Why Overfitting Isn’t Always Bad: Retrofitting Cross-Lingual Word Embeddings to Dictionaries

summary

Published

Tuesday, June 11, 2024

Keywords

cross-lingual word embeddings, bilingual lexicon induction, retrofitting

TL;DR

This paper, “Why Overfitting Isn’t Always Bad: Retrofitting Cross-Lingual Word Embeddings to Dictionaries,” challenges the traditional view that overfitting is inherently detrimental when developing cross-lingual word embeddings (CLWE)1 and that the evaluation of CLWE using Bilingual Lexicon Induction (BLI) is flawed.

Cross Language Word Embeddings (CLWE) in a nutshell

Since I have not looked into CLWE before I add this outline on how CLWE are being learned from in the video lined below.

  1. embeddings are learned for each language
  2. a Bilingual dictionary provides a mapping from word pairs which is used to tweak the embeddings so they align across languages.

Abstract

Cross-lingual word embeddings (CLWE) are often evaluated on bilingual lexicon induction (BLI). Recent CLWE methods use linear projections, which underfit the training dictionary, to generalize on BLI. However, underfitting can hinder generalization to other downstream tasks that rely on words from the training dictionary. We address this limitation by retrofitting CLWE to the training dictionary, which pulls training translation pairs closer in the embedding space and overfits the training dictionary. This simple post-processing step often improves accuracy on two downstream tasks, despite lowering BLI test accuracy. We also retrofit to both the training dictionary and a synthetic dictionary induced from CLWE, which sometimes generalizes even better on downstream tasks. Our results confirm the importance of fully exploiting the training dictionary in downstream tasks and explains why BLI is a flawed CLWE evaluation.computational resources to train.

(Zhang et al. 2020)

Key Points:

  1. Traditional Evaluation of CLWE:
    • Cross-lingual word embeddings (CLWE) typically aim to map words from different languages into a shared vector space.
    • They are commonly evaluated using Bilingual Lexicon Induction (BLI), which tests the model’s ability to translate words based on a set of test words.
  2. Underfitting in Projection-Based CLWE:
    • Current CLWE methods, particularly linear projection-based ones, underfit the training dictionary.

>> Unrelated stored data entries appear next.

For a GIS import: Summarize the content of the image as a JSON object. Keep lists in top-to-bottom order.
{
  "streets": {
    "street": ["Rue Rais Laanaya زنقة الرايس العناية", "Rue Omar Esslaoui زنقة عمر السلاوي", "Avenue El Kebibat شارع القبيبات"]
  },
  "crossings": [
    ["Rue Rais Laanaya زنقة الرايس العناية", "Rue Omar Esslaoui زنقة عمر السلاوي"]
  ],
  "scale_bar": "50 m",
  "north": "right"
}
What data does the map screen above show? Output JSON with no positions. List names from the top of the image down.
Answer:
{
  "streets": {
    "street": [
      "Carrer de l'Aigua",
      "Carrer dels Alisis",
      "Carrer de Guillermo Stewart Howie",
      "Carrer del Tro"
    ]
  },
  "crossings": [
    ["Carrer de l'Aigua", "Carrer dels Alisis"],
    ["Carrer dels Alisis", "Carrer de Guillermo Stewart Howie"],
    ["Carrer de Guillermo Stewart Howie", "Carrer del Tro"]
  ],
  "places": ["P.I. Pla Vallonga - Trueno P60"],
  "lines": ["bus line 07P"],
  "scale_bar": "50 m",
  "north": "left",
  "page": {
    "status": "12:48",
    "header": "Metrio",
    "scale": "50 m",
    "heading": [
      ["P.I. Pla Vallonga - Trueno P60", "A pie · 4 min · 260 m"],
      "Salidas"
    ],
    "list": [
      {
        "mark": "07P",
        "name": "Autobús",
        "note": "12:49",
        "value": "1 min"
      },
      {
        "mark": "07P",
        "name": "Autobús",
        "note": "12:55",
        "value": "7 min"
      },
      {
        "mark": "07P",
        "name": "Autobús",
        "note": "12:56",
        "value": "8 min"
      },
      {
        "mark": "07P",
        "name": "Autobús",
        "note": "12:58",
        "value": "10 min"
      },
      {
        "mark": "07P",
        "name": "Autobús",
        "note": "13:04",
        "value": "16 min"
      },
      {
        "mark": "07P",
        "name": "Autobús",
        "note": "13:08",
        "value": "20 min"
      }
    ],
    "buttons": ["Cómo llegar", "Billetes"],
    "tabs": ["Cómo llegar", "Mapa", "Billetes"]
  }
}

This means they don’t perfectly align all translation pairs in the training data.
    • The paper argues that this underfitting, while beneficial for BLI test accuracy, can hinder performance on downstream tasks where words from the training dictionary play a critical role.
  3. Retrofitting Approach:
    • The authors propose retrofitting as a post-processing step to bring training translation pairs closer in the embedding space, essentially overfitting the training dictionary.
    • This retrofitting involves modifying the embeddings to minimize distances between training translation pairs while retaining as much of the original structure as possible.
  4. Retrofitting to Synthetic Dictionaries:
    • In addition to the training dictionary, the paper introduces retrofitting to a synthetic dictionary induced from the original CLWE using the Cross-Domain Similarity Local Scaling (CSLS) heuristic.
    • This helps balance the need to fit the training dictionary while maintaining some generalization capability for unseen words.

Experimental Results:

  1. BLI Accuracy:
    • Retrofitting the embeddings to the training dictionary results in perfect alignment of training pairs, leading to decreased BLI test accuracy since the embeddings overfit the training data.
    • However, retrofitting to a synthetic dictionary can achieve a balance, improving BLI test accuracy somewhat while still fitting the training data better.
  2. Downstream Tasks:
    • The authors evaluates the retrofitted embeddings on two downstream tasks: document classification and dependency parsing.
    • Despite lower BLI test accuracy, retrofitted embeddings often lead to improved performance on these tasks. This underscores the importance of fully exploiting the training dictionary for downstream performance.

Main Contributions:

  1. Challenge to BLI as a Sole Metric:
    • The authors argues that BLI accuracy does not always correlate with downstream task performance, revealing the limitations of relying solely on BLI for evaluating CLWE.
  2. Retrofitting as a Beneficial Overfitting:
    • It shows that overfitting to the training dictionary through retrofitting can be beneficial, enhancing the performance of downstream tasks even if it harms BLI test accuracy.
  3. Synthetic Dictionary for Balance:
    • Introducing the use of a synthetic dictionary for retrofitting provides a middle ground, balancing the need to fit the training dictionary while retaining some generalization ability.

Discussion:

The authors suggest that the overemphasis on BLI as an evaluation metric for CLWE should be reconsidered, advocating instead for a focus on downstream tasks that better reflect the utility of the embeddings. They propose that future work might explore more complex non-linear projections to better fit the dictionary without compromising on generalization.

Conclusion:

The paper’s main takeaway is that overfitting to the training dictionary via retrofitting is not inherently harmful. In fact, it can lead to better performance on downstream NLP tasks. This insight invites a reconsideration of the evaluation metrics for cross-lingual word embeddings and opens the door for future work on more sophisticated retrofitting and projection methods.

overfitting
  • It is not surprising that the authors ‘discovered’ that fitting the model on test + train + validation gives better results then fitting on train part only. After all the best way to reduce overfitting is to give it more data.
  • This is a common practice in machine learning to train on the full dataset once we have used to get the best results when the model is deployed to production.
  • Bayesian LOO Cross validation also allows one to measure the generalization error of the model without having to make the sacrifice of a train/test split.
  • Considering that the dataset is a dictionary means there is probably little noise to overfit on.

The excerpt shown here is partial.